HTTP Request Handler

def handleRequest(req: Request) = {
  val ctx = EvaluationContext(req.userId.getOrElse("anonymous"))
    .withAttribute("path", req.path)
    .withAttribute("method", req.method)
    .withAttribute("ip_country", geolocate(req.ip))

  FeatureFlags.withContext(ctx) {
    for
      enabled <- FeatureFlags.boolean("new-api", false)
      response <- if enabled then newApiHandler(req) else legacyHandler(req)
    yield response
  }
}

Multi-Tenant Application

val tenantCtx = EvaluationContext(tenantId)
  .withAttribute("plan", tenant.plan)
  .withAttribute("seats", tenant.seatCount)
  .withAttribute("region", tenant.region)
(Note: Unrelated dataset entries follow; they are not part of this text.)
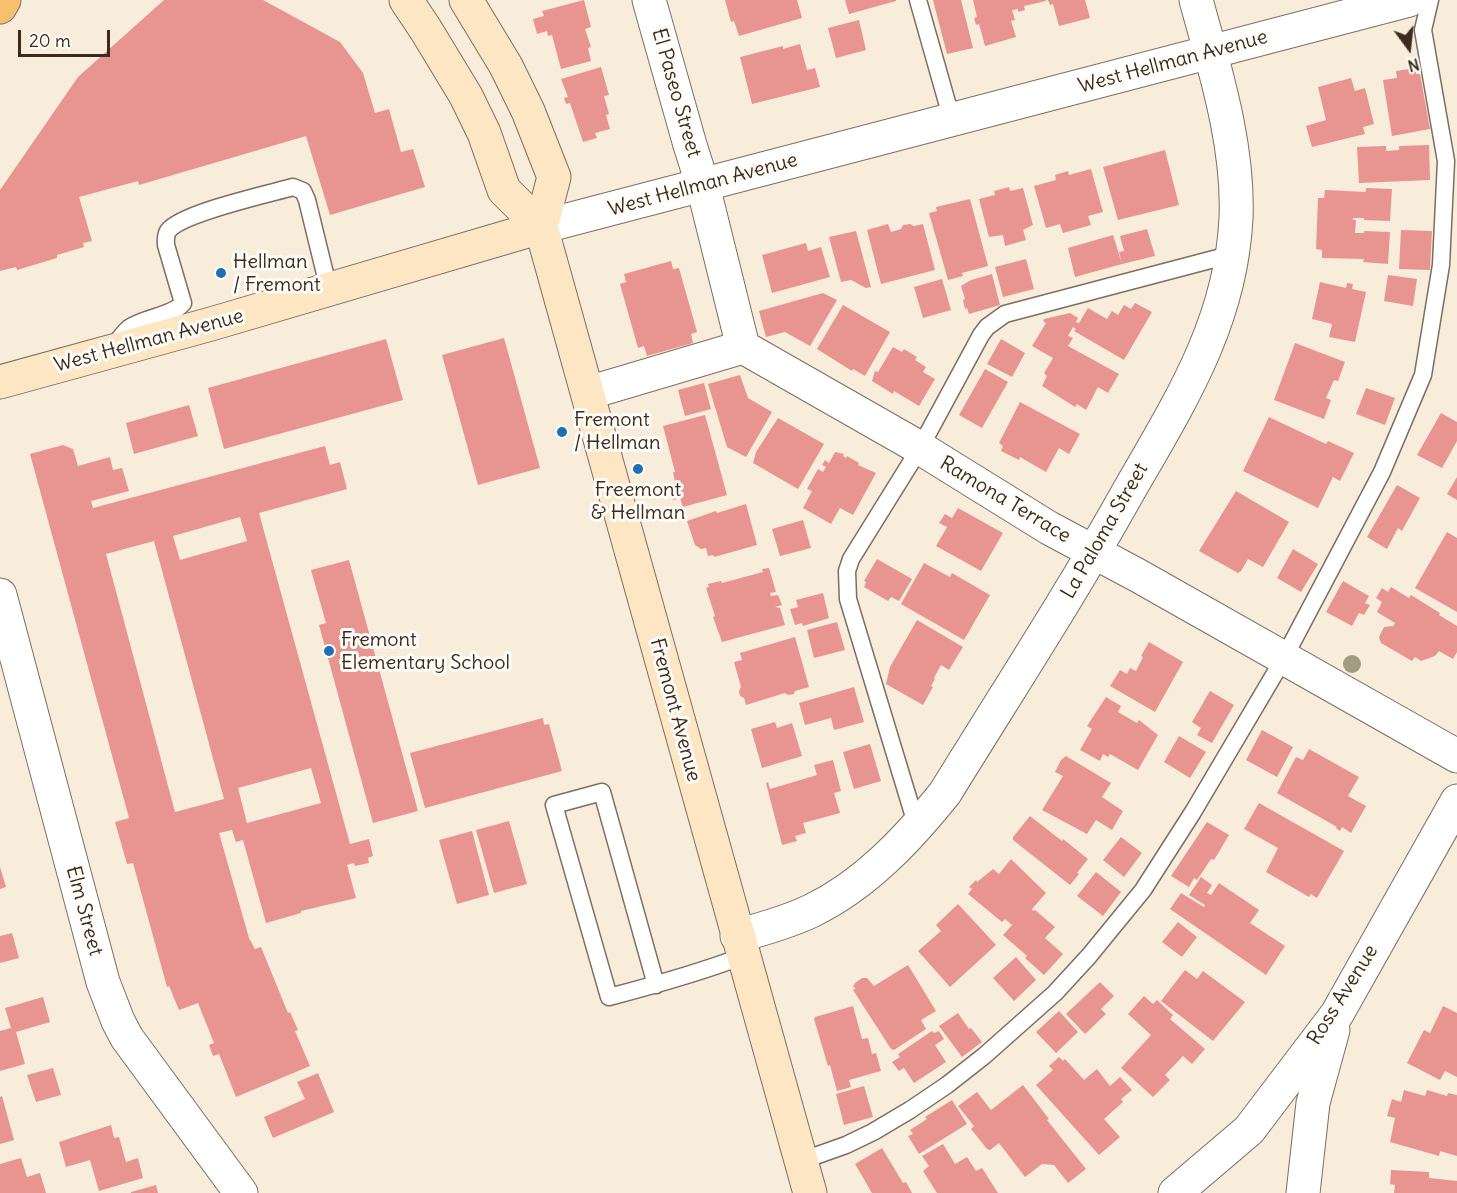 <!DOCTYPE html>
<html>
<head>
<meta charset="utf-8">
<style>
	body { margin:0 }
	#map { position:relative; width:1457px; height:1193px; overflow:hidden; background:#f8ecda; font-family:Delius,sans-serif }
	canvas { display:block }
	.north { position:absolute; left:1379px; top:18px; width:60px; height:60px; -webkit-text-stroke:4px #fdfcf7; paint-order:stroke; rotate:165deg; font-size:16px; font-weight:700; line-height:24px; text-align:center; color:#3b2a1e }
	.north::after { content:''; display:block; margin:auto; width:21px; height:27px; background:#3b2a1e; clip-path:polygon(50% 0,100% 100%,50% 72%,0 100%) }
	.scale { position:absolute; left:18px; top:30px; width:92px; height:27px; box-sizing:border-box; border:3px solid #3b2a1e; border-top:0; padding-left:8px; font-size:18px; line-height:21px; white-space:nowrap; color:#3b2a1e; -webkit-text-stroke:4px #fdfcf7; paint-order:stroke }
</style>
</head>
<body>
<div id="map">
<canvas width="1457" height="1193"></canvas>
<div class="north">N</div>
<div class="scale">20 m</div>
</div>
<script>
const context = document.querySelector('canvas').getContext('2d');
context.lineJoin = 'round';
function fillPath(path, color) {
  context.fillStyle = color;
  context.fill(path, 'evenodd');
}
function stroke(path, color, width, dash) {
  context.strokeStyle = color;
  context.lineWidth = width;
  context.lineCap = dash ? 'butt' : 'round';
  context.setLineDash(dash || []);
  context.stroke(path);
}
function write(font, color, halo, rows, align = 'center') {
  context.font = font + ' Delius,sans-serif';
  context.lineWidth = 6;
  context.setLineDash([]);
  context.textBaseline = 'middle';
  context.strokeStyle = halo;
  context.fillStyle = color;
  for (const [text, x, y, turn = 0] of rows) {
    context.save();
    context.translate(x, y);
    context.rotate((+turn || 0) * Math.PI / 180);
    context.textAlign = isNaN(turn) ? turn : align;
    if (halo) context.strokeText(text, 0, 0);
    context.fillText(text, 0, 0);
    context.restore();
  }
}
fillPath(new Path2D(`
	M164 0H263L340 42 363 73 375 113 389 109 401 152 413 149 425 187 330 215 306 136 139 185 138 181 79 197 92 241 83 243 84 247 57 255V258L17 270 16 267 0 271V190L78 77Z
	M584 0 591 27 585 29 591 47 588 48 591 61 561 69 552 35 548 36 547 31 537 34 533 19 544 16 542 11Z
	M725 0H797L802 18 739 36 734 21 731 22Z
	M845 0H896V1L849 14Z
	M933 0H961L973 48 947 54Z
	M973 0H1046V1L1024 6 1025 10 1018 12V9L1012 10 1015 20 1011 21 1016 37 985 46 979 24 976 25 974 18 977 17Z
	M1048 0H1085L1090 18 1059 26 1053 4 1050 5Z
	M859 20 866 50 836 58 828 28Z
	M800 44 807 70 815 68 820 87 752 104 740 57 783 46V49Z
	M601 67 609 95 604 96 609 114 606 115 610 129 595 133 597 138 583 142 570 103 566 104 564 98 568 97 561 79Z
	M1415 68 1416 74H1420L1430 129 1392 136 1383 80 1397 78 1396 71Z
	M1351 78 1355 91 1365 88 1374 124 1363 127 1365 134 1312 147 1306 126 1326 120 1318 87Z
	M1429 145 1430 180 1359 183 1357 147 1386 146V151L1399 150V146Z
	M1165 150 1179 205 1118 220 1103 167Z
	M1091 169 1103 212 1088 216 1091 225 1063 233 1060 224 1046 228 1034 186 1056 180 1055 175 1068 171 1069 175Z
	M1009 187 1010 191 1023 188 1033 225 1023 230 1026 240 1005 246 1003 235 989 237 979 199 995 195 994 191Z
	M1366 188 1392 189 1390 221 1364 220V218H1353V220H1356L1355 233H1364V231L1390 232 1388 264 1363 262 1364 259 1322 258V250L1316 249 1318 198H1324L1325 190 1366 192Z
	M970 199 988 266 962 273 963 276 948 280 929 213 937 211 936 207Z
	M888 224 891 232 901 229 903 225 910 224 914 226 923 224 935 270 881 284 867 230Z
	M1147 229 1155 256 1122 264 1119 252 1124 251 1120 236Z
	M1401 230 1432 231 1430 270 1399 269Z
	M856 231 871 287 866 288 851 280 841 282 829 237Z
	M1113 235 1122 264 1075 277 1068 248Z
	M806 243 808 251 821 247 830 277 772 293 762 255Z
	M1026 259 1034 289 1003 297 995 267Z
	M671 261 673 269 679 268 697 332 691 334 693 343 647 356 644 346 638 348 620 284 626 282 624 274Z
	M992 274 1000 305 969 314 967 308 965 309 963 300 965 299 961 286 971 280Z
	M1388 275 1417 279 1413 306 1384 301Z
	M942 279 951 310 923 318 914 287Z
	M1320 282 1346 288 1347 283 1353 284 1352 289 1366 292 1355 342 1329 337 1332 324 1312 319Z
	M823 293 837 300 810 346 785 332 766 337 759 311Z
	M1135 303 1152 312 1124 360 1074 331 1076 329 1073 327 1068 336 1073 338 1068 346 1119 374 1108 393 1098 387 1086 410 1077 404 1075 407 1042 386 1047 376 1044 373 1053 358 1032 346 1046 323 1043 321 1044 319 1070 313 1078 318 1076 322 1079 323 1088 308 1107 319 1112 311 1118 315 1124 305 1131 309Z
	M843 305 890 332 865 376 853 369 852 371 817 349Z
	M504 338 540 468 478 485 442 355Z
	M386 339 403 400 224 449 208 388Z
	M1001 339 1025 353 1012 377 987 364Z
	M1295 343 1345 362 1338 381 1334 380 1326 398 1331 400 1324 419 1274 400Z
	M893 347 902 352 904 349 917 357 915 360 926 367 923 372 935 379 919 406 894 391 893 394 872 381 875 371 878 372Z
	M985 369 1008 382 982 428 959 415Z
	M740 375 748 398 772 412 746 457 727 447 708 384Z
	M704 383 711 409 685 416 678 390Z
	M1366 388 1395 398 1385 425 1356 414Z
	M1020 402 1080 434 1069 454 1059 448 1046 472 1020 457 1019 460 1001 451 1003 446 999 443Z
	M189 405 198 436 134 454 126 423Z
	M1441 413 1457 422V441L1442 468 1417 455Z
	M705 415 727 495 683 507 680 498 673 500 669 487 678 483 677 481 675 482 673 472H675L663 426Z
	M1269 417 1326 444 1328 441 1354 453 1340 481 1333 477 1318 508 1243 471Z
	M778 418 824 444 798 489 753 463 756 452Z
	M63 445 73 449 78 466 110 457 113 470 122 468 129 491 91 501 93 508 325 446 330 465 340 462 347 489 259 513 350 844 369 839 373 856 368 858 369 863 355 866 354 863 347 865 356 898 301 911V913L266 923 243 840 236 842 232 830 219 833 249 938 255 949 261 947 288 1013 290 1012 298 1030 295 1031 310 1066 236 1097 219 1054 213 1056 209 1045 214 1043 198 1003 179 1010 169 986 167 987 133 863 127 864 115 822 129 818 30 454ZM240 517 247 541 180 560 173 536ZM154 541 224 799 175 812 106 554ZM311 768 321 803 247 823 238 788Z
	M835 452 844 454 843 456 846 458 847 456 859 463 858 465 876 473 853 515 840 508 831 524 803 508 812 491 807 489 818 469 823 472 826 467 822 465 825 460 829 463Z
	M1457 477V500L1447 494Z
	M1397 485 1420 498 1402 531 1398 528 1387 549 1367 537Z
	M1236 491 1289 522 1263 567 1248 559 1241 571 1238 573 1199 551Z
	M746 504 757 545 714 557 713 555 708 556 706 548 701 549 695 545 687 521 716 511 717 513Z
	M958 508 1003 533 981 571 936 546 947 527 939 523 945 514 952 518Z
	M803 520 811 548 780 556 772 529Z
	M1447 532 1457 538V612L1415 588Z
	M1293 549 1318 564 1301 592 1277 578Z
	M877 559 912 579 899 601 891 597 888 601 864 587 866 582 864 581Z
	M349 560 418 811 373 823 319 625 326 623 311 570Z
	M924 563 950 577 952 573 990 595 964 640 901 604Z
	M769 568 776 592 770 593 771 596 778 595 782 605 775 607 780 608 785 625 722 642 713 617 715 616 706 588 709 587 708 584 721 581 722 583 763 572 762 569Z
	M1343 581 1369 596 1365 603 1370 605 1364 615 1359 613 1352 626 1326 612Z
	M1391 587 1409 598 1411 595 1440 613 1439 615 1457 626V652L1453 659 1439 651 1435 656 1421 661 1415 657 1412 661 1381 643 1379 637 1384 627 1393 626 1395 623 1377 612 1382 602 1376 598 1382 588 1388 592Z
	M823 593 829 618 803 626 802 623 795 625 790 609 798 607 796 600Z
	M917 620 963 647 949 670 941 665 934 678 935 679 931 686 933 687 923 705 886 684 890 667Z
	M837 622 845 650 814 658 807 630Z
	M795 637 809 687 795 691 794 694 788 695 785 693 746 705 744 698 740 696 739 691 741 687 734 662 742 660 740 653Z
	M1149 642 1183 662 1155 712 1110 686 1120 670 1127 674 1130 668 1136 671 1143 657 1141 656Z
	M854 687 864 722 834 730 831 718 805 725 799 703Z
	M1210 691 1234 705 1212 743 1197 735 1201 728 1192 722Z
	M1106 697 1121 706 1118 712 1137 723 1139 720 1158 735 1138 770 1110 754 1108 757 1103 754 1100 761 1080 750 1092 729 1087 726Z
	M543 718 544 725 549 724 562 771 425 808 410 753Z
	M775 722 777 728 792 723 802 756 762 768 751 729Z
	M1262 730 1293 747 1277 777 1246 760Z
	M1179 736 1206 752 1190 778 1164 762Z
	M870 744 881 781 854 789 843 752Z
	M1309 749 1359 777 1348 796 1366 806 1351 833 1342 827 1340 831 1336 828 1337 827 1277 793 1296 757 1303 760Z
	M1066 756 1111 783 1102 797 1123 811 1112 830 1096 820 1087 834 1042 810 1063 776 1055 772 1061 760Z
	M833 760 841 791 834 793 840 813 803 823 806 833 795 836 797 841 782 845 766 783 768 782 770 789 817 775 814 765Z
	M1259 803 1344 851 1317 898 1311 894 1309 897 1266 872 1278 848 1244 829Z
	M1030 816 1062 841 1063 839 1088 859 1077 873 1079 874 1070 885 1013 840V837Z
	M509 821 527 884 494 893 476 830Z
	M1207 822 1229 835 1214 860 1211 859 1197 880 1194 878 1189 887 1171 876Z
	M472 831 489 895 457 904 439 840Z
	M1121 837 1142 853 1124 877 1103 860Z
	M1011 859 1046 893 1032 909 1033 911 1035 910 1055 927 1045 938 1063 954 1044 975 1025 958 1027 956 1003 935 1012 925 1005 919 1002 922 968 894 972 889 969 887 976 880 977 882 993 869 999 874Z
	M0 867 6 887 0 889Z
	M1096 872 1121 892 1103 916 1077 896Z
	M1201 877 1212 885 1207 893 1211 895 1219 883 1259 910 1250 923 1285 946 1266 975 1170 909 1181 893 1204 907 1205 905 1189 895Z
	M958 904 996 945 950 987 918 951 941 931 936 925Z
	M1178 922 1197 937 1182 957 1162 942Z
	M12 933 19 958 0 963V936Z
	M1016 957 1036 980 1014 1001 993 978Z
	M908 965 936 1011 921 1020 926 1029 894 1050 891 1049 853 990 856 988 853 987 855 983 862 978H867L874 986Z
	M1185 970 1197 979 1203 971 1245 1002 1213 1041 1161 1001Z
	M1100 982 1114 996 1101 1009 1106 1014 1085 1034 1066 1014Z
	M1144 996 1153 1004 1157 1000 1173 1015 1170 1019 1205 1049 1192 1064 1183 1056 1165 1075 1170 1080 1153 1097 1121 1068 1151 1035 1128 1014Z
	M43 997 50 1022 16 1032 25 1064 0 1071V1031L11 1028 5 1008Z
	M853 1006 862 1039 868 1038 872 1054 876 1053 881 1071 849 1080 851 1087 837 1091 830 1065 828 1066 814 1019 815 1017Z
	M1443 1006 1457 1013V1077L1445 1071 1440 1080 1407 1063 1424 1030 1430 1033Z
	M1059 1011 1078 1032 1056 1053 1036 1032Z
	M958 1013 969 1029 971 1028 982 1042 962 1057 939 1026Z
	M932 1031 934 1033 939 1031 944 1039 935 1045 946 1062 914 1083 904 1068 899 1071 892 1062 900 1057 898 1054Z
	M1059 1057 1063 1061 1065 1059 1084 1080 1097 1069 1110 1086 1120 1077 1132 1090 1121 1099 1123 1102 1104 1119 1120 1137 1099 1155 1036 1085 1053 1070 1049 1066Z
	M53 1068 61 1095 36 1102 27 1075Z
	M318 1073 334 1112 273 1138 264 1117 305 1099 297 1082Z
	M1023 1085 1049 1119 1047 1120 1086 1169 1068 1183 1054 1165 1042 1164 1025 1177 999 1143 990 1150 987 1149 971 1129 974 1126 958 1106 977 1092 991 1110Z
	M864 1086 873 1117 844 1125 836 1094Z
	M1404 1090 1425 1096 1427 1090 1447 1096 1448 1093 1457 1095V1156L1440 1151 1439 1156 1390 1142 1395 1118 1387 1116 1392 1099 1401 1102Z
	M2 1096 14 1140 0 1144V1097Z
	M952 1100 967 1124 919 1154 908 1136 913 1134 910 1130 927 1119 925 1117Z
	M111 1125 114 1138 119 1137 126 1162 138 1158 143 1178 99 1191 90 1160 66 1167 59 1142Z
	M943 1144 955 1164 967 1157 976 1171 982 1168 998 1193H937L923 1171 929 1166 922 1156Z
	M882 1148 903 1183 906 1182 912 1193H872L855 1164Z
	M21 1158 27 1177 40 1173 46 1193H0V1164Z
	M1391 1170 1429 1172V1178L1457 1181V1193H1394L1395 1185 1390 1184Z
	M156 1185 158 1193H131V1192Z`), '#e89491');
const service = new Path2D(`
	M918 0 952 120
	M113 347C118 341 123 333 129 328 144 317 173 316 183 303L166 245C166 240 165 236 168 231 181 213 268 194 293 187L303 191 307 200 329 290
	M917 827 848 599 847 571 851 559 920 448 981 335 987 327 1005 314 1233 254
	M656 985 602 792 554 805 609 997C655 985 699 973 743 956
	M801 1161 846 1145 873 1132 910 1110 947 1085 984 1056 1055 993 1089 956 1143 890 1193 812 1284 658 1382 472 1423 375 1441 265 1446 161 1423 30 1430 0`);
const minor = new Path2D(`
	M649 0 690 145 703 186 743 347
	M588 393 743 347 920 448 1049 528 1137 575 1457 756
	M0 595 103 982 118 1021 127 1038 241 1193
	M737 936C763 929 788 922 811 911 865 885 908 839 945 793 1006 694 1070 596 1127 494 1178 405 1231 324 1236 218 1239 145 1215 70 1196 0
	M1175 1193 1249 1130 1337 1014 1457 801
	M1303 1193 1313 1103 1333 1030`);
const tertiary = new Path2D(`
	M541 227 1409 0`);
const secondary = new Path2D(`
	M406 0 426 30 466 96 484 133 504 190 541 227 810 1193
	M466 0 506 66 528 111 554 177 541 227
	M0 382 211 324 541 227`);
const motorway = new Path2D(`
	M0 7 4 0`);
stroke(service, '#7d6e60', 19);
stroke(minor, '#7d6e60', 35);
stroke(tertiary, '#7d6e60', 35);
stroke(secondary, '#7d6e60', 35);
stroke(motorway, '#7d6e60', 35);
stroke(service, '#fff', 16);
stroke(minor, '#fff', 33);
stroke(tertiary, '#fff', 33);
stroke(secondary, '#fce6c4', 33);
stroke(motorway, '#f7c06c', 33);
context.fillStyle = '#a29b80';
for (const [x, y] of [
	[1352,664]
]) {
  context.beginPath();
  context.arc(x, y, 9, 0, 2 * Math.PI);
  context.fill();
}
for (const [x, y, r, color] of [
	[221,273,6,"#1f6fb2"],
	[562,432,6,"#1f6fb2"],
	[638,469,6,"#1f6fb2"],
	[329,651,6,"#1f6fb2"]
]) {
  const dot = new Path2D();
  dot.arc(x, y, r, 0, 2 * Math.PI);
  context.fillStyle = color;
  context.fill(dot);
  stroke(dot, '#fdfcf7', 2);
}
write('20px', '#3b2a1e', '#fdfcf7', [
	["West Hellman Avenue",1173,62,-15],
	["El Paseo Street",676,93,74],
	["West Hellman Avenue",703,185,-15],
	["West Hellman Avenue",149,341,-15],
	["Ramona Terrace",1005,500,31],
	["La Paloma Street",1105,531,-60],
	["Fremont Avenue",675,710,75],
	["Elm Street",84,911,75],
	["Ross Avenue",1343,995,-58]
]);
write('20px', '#3b2a1e', '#fdfcf7', [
	["Hellman",233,262],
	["/ Fremont",233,285],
	["Fremont",574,420],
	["/ Hellman",574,443],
	["Freemont",638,490,"center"],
	["& Hellman",638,513,"center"],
	["Fremont",341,640],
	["Elementary School",341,663]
], 'left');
</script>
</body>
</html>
FeatureFlags.withContext(tenantCtx) {
  // All evaluations scoped to this tenant
  for
    maxUsers <- FeatureFlags.int("max-users", 10)
    features <- FeatureFlags.obj("features", Map.empty)
  yield TenantConfig(maxUsers, features)
}

A/B Testing

val experimentCtx = EvaluationContext(userId)
  .withAttribute("experiment_group", determineGroup(userId))
  .withAttribute("cohort", userCohort)

val variant = FeatureFlags.string("checkout-flow", "control", experimentCtx)
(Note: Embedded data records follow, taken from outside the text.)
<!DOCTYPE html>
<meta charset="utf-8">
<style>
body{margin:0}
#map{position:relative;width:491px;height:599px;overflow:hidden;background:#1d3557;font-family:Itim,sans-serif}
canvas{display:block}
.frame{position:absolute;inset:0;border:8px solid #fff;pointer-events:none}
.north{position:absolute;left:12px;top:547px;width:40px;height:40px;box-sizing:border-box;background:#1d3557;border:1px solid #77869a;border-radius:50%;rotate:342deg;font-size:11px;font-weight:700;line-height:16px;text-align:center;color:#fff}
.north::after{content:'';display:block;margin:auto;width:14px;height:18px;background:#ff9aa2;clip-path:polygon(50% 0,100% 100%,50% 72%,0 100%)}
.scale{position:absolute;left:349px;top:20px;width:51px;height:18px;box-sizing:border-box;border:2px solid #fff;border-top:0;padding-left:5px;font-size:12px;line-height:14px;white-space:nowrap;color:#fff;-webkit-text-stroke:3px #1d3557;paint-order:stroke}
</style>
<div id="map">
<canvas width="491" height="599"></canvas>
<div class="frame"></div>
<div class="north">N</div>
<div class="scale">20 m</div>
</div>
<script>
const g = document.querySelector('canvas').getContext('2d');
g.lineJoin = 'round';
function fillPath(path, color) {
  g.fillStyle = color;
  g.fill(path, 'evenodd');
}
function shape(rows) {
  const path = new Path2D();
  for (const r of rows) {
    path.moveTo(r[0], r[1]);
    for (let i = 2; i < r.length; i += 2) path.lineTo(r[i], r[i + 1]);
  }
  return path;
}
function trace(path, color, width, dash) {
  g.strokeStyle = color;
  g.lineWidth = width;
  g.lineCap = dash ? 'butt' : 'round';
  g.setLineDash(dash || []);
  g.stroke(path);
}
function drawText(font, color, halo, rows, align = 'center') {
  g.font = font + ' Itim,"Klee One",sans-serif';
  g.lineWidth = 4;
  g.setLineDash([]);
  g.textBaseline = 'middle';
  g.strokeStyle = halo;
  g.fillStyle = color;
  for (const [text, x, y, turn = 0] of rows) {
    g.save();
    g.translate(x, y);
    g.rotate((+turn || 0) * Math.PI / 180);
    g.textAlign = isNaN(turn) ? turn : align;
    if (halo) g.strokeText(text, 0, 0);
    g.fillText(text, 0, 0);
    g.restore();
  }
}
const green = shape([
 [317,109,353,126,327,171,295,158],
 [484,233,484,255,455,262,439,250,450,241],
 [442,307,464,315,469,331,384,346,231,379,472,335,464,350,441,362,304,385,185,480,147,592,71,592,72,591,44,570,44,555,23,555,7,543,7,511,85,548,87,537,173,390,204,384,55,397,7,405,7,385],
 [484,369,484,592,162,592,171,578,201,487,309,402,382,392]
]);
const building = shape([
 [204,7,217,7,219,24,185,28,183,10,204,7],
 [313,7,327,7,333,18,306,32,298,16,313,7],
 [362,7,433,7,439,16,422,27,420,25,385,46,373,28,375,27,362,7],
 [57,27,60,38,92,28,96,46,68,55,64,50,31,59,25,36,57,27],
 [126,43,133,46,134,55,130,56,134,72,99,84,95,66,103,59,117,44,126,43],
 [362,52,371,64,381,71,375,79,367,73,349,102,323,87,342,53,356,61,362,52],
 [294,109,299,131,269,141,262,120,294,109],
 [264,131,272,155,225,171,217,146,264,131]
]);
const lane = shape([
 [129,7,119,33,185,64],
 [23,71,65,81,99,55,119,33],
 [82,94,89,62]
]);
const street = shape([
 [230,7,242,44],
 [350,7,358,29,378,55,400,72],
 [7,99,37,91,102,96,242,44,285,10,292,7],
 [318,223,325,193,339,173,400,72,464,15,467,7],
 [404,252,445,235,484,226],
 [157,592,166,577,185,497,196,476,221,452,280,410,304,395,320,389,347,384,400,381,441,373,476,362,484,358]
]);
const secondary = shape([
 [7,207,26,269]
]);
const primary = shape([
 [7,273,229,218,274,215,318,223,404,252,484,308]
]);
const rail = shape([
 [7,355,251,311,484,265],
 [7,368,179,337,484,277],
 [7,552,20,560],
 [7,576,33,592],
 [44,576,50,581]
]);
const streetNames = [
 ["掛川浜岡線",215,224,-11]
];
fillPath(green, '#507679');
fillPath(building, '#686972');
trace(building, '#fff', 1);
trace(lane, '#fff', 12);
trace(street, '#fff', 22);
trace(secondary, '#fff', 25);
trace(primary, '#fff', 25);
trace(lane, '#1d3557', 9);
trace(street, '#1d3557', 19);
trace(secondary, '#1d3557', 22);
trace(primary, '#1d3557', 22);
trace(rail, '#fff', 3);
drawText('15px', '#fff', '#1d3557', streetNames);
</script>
OpenFeature SDK Conversion

ZIO OpenFeature contexts are automatically converted to OpenFeature SDK EvaluationContext format when passed to the underlying provider. The conversion:

  1. Maps targetingKey to OpenFeature’s targeting key field
  2. Converts all attributes to OpenFeature Value types
  3. Preserves nested structures and lists

This conversion happens internally - you work only with ZIO OpenFeature’s EvaluationContext type.